Refactor: Use TimeLoop interface in inference_ensemlbe

NVIDIA / earth2mip

Earth-2 Model Intercomparison Project (MIP) is a python framework that enables climate researchers and scientists to inter-compare AI models for weather and climate.

https://nvidia.github.io/earth2mip/

Apache License 2.0

187 stars 41 forks source link

Refactor: Use TimeLoop interface in inference_ensemlbe #58

Closed nbren12 closed 11 months ago

nbren12 commented 11 months ago

For legacy reasons, inference_ensemble requires methods/attributes not present in the TimeLoop abstraction, and is tightly coupled to earth2mip.networks.Inference. The main source of coupling is related to normalization.

To get around this, the perturbation function should happen in physical units not in normalized values. Here are the steps that need to happen:

To do this:

load the mean/std here: https://github.com/NVIDIA/earth2mip/blob/5999d7e4f3a95e89f1db64dc5e6644f405bfd02e/earth2mip/inference_ensemble.py#L231. You will need to store this data someplace….open to suggestions. since it is limited amount of data, I would be okay storing a text/data file with many channels worth of means/stds inside the repo.
unnormalize and renormalize before/after this line: https://github.com/NVIDIA/earth2mip/blob/5999d7e4f3a95e89f1db64dc5e6644f405bfd02e/earth2mip/inference_ensemble.py#L261.
remove normalization handling here and here

Is that clear?

yairchn commented 11 months ago

@nbren12 Do you think it matters what is the normalization as long as we know how to denomerlize later ? what I mean is that I can get the mean and std of the initial condition and use them for norm and denorm if / when needed. This means that two runs with different IC's might have different mean and std but since they are global I wonder if the small difference is going to change much

nbren12 commented 11 months ago

Seems it would be nice to do this in a backwards compatible way. normalizing with an initial condition dependent value is convenient, but is different from how we've been doing it. Is there some barrier to getting mean/std as I suggested?

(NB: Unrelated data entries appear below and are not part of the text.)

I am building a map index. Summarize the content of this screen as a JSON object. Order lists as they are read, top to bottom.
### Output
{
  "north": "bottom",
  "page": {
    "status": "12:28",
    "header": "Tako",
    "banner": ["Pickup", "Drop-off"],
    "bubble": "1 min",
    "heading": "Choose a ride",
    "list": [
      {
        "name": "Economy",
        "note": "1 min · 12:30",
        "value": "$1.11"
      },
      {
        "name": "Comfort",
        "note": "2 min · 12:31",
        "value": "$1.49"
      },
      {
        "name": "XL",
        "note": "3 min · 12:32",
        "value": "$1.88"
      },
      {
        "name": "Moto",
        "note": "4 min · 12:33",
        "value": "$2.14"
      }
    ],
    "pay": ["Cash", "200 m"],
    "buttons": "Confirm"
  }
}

yairchn commented 11 months ago

no, just a thought of a way to avoid storing extra txt files on the repo - I will go with what you suggested

NickGeneva commented 11 months ago

The key here is that the perturbation method needs to know how to handle its normalization / denormalization on its own.

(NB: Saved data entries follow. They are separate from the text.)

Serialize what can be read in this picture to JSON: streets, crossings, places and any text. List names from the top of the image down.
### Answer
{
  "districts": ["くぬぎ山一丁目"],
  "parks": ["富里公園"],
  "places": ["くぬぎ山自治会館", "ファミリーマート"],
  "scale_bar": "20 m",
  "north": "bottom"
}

If the normalization depends on the initial condition then that should be cooked right in to the perturb function itself as logic that just processes the data its given.

Any reason for ascii? Could store them as npy array files or torch pt files.

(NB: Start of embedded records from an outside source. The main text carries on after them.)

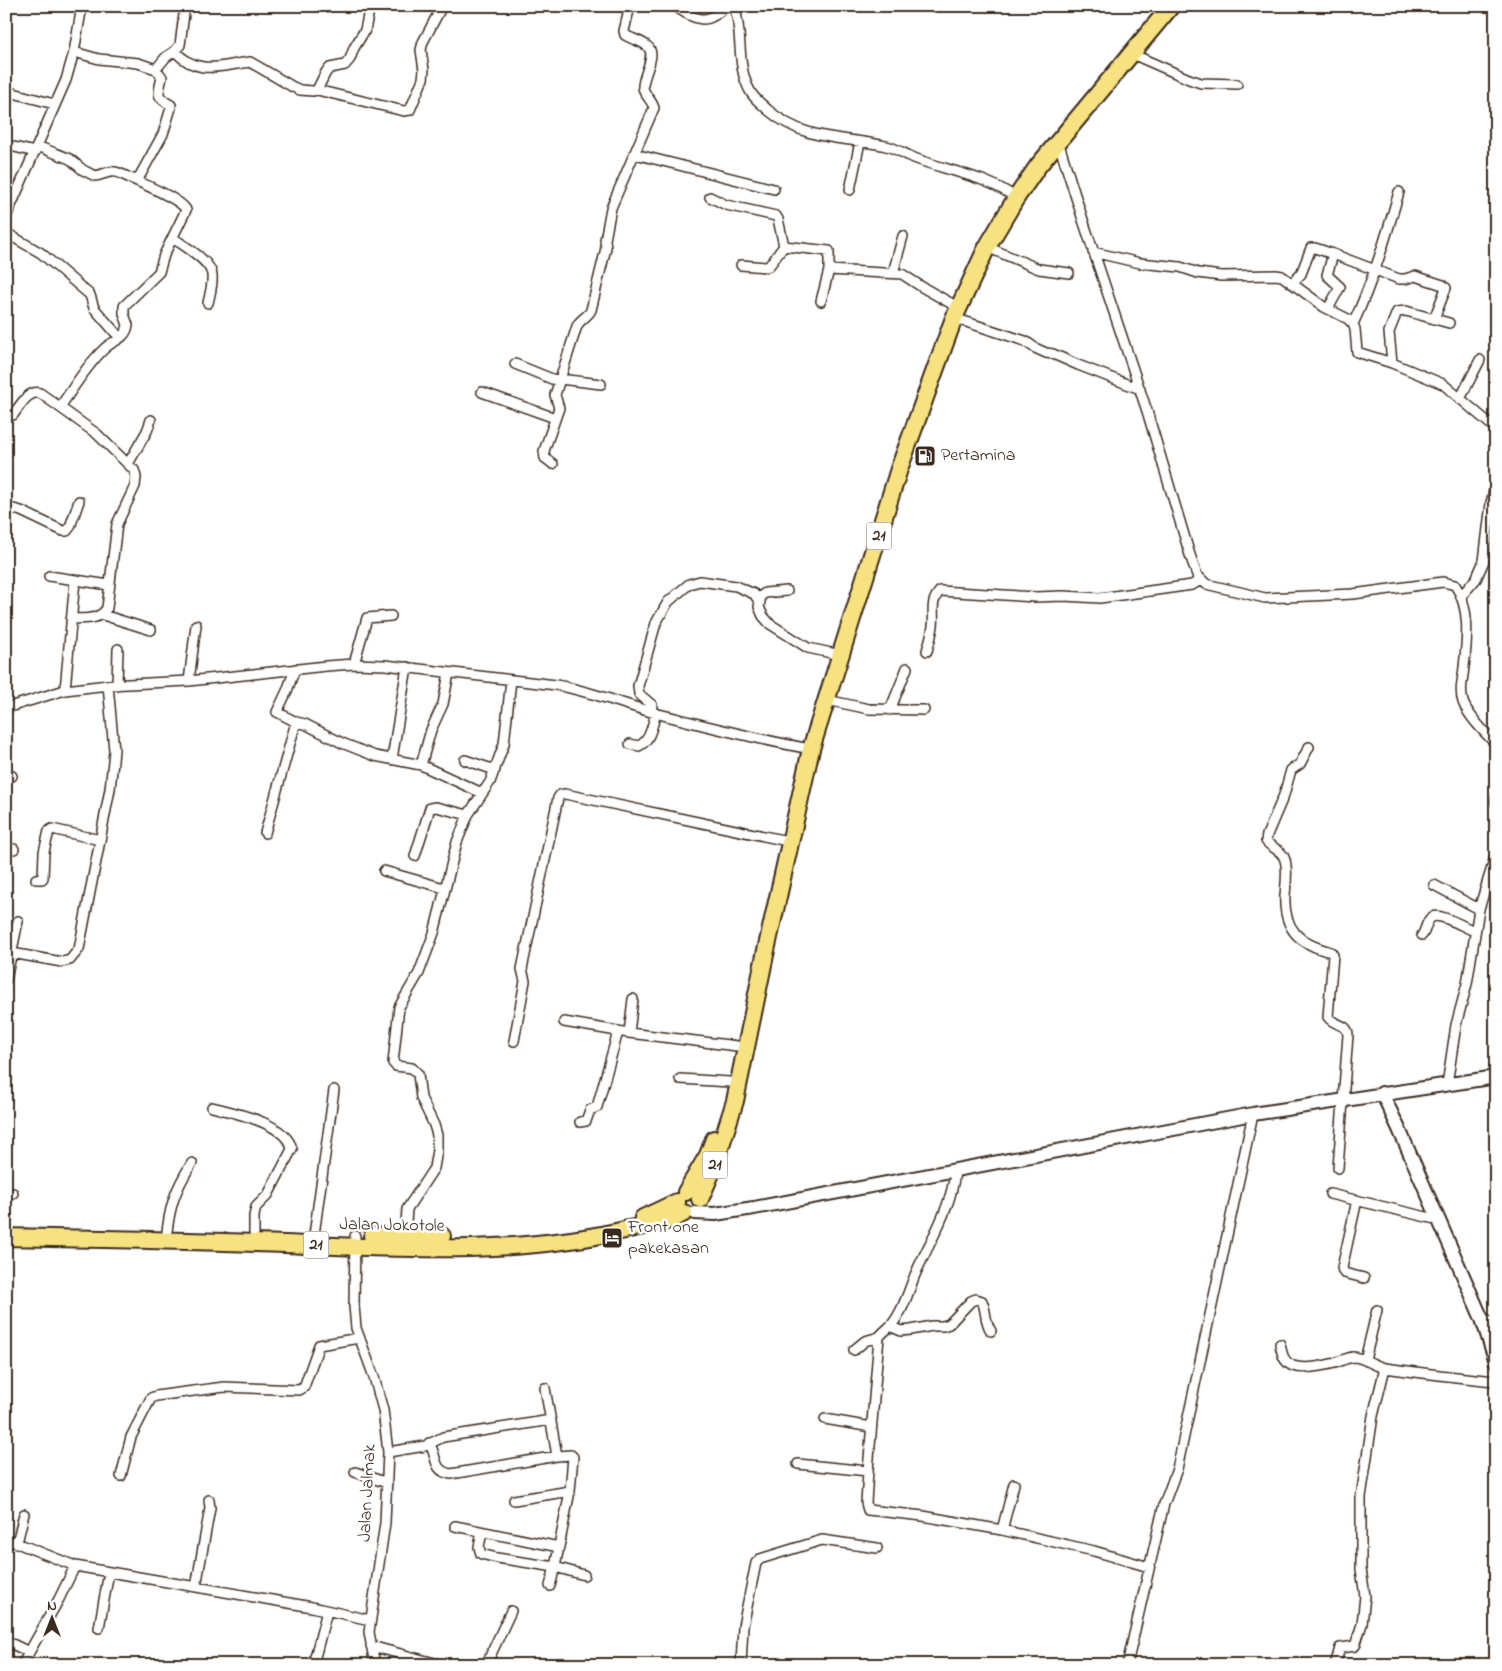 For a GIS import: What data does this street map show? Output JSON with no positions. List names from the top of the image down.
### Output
{
  "streets": {
    "highway": ["21", "Jalan Jokotole"],
    "street": ["Jalan Jalmak"]
  },
  "crossings": [
    ["21", "Jalan Jokotole"],
    ["Jalan Jokotole", "Jalan Jalmak"]
  ],
  "places": {
    "fuel station": ["Pertamina"],
    "hotel": ["Front one pakekasan"]
  },
  "north": "top"
}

nbren12 commented 11 months ago

i'm agnostic about the format, but this is a few hundred values so text seems ok, and text is easier to inspect. Might even be handy for quick reference.

w/e the format, I suggest one file that contains a table of channel names, means, stds.

NickGeneva commented 11 months ago

what ever is the most simple to load and isnt too confusing :)

Note: remember to add this to the MANIFEST.in otherwise the pip install will ignore it.

nbren12 commented 11 months ago

Resolved by #64